Welcome to world of recreational outrage.  For many cyclists,  showing up in the comments sections and arguing with motorists is a form of sport,  and if you follow these things like we tend to do,  after a while it becomes very clear the same names keep showing up,  time after time.

So let's take a look at the quiz which started all the recent drama. In it's purest form, it's a simple test of your knowledge and perhaps that's how it was intended. But that's not what unfolded. In an instant the quiz turned into a train wreck.

What was the correct answer you ask?  In Queensland the correct answer is 1.5m. They have a rule where the minimum passing distance varies based on the posted road speed limit.
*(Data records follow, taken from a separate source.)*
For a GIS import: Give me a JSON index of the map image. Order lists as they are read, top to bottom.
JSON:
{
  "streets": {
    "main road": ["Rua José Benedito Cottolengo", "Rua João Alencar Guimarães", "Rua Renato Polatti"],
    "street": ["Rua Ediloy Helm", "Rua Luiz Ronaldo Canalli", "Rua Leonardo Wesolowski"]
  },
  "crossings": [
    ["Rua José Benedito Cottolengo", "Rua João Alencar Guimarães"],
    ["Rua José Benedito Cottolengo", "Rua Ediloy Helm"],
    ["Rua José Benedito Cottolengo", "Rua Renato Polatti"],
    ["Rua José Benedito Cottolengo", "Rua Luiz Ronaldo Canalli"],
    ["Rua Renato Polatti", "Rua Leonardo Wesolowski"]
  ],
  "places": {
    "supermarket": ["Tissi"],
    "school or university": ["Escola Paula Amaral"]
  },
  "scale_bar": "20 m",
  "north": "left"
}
If you got that right, well done, you passed the test.  

However,  motorists weren’t happy.  As this recent post on our Facebook Page shows,  a lot of people believe the cycling problem is worse than ever.  And it is.  They say in life,  you don’t get something for nothing,  and the new Safe Passing Laws certainly adhere to that particular aphorism. 

For many car drivers the quiz triggered a highly negative response.  After all, this was a quiz posted by the very same agency which charges car drivers a hefty fee to use their cars on the road system each year.

Quite predictably the comments rapidly escalated into a fierce battle between motorists and cyclists about registration,  and when we say “quite predictably” it really is just that because these same online train wrecks keep happening all over the globe.  Sadly they never focus on the true underlying issues.

Reading through the comments it became clear many motorists are exasperated no end by the fact cyclists can ignore a bike lane any time they want  –  seemingly,  with impunity.  

There are now two variations of the problem involving cyclists who ignore bike lanes.  

Version (A) is when cyclists legally ignore a bike lane because they’re riding on a multi lane road.  In a number of countries,  this ‘new’ road rule was recently introduced with the introduction the Safe Passing Laws and it really did fly under the radar for many motorists who are unaware of the change.  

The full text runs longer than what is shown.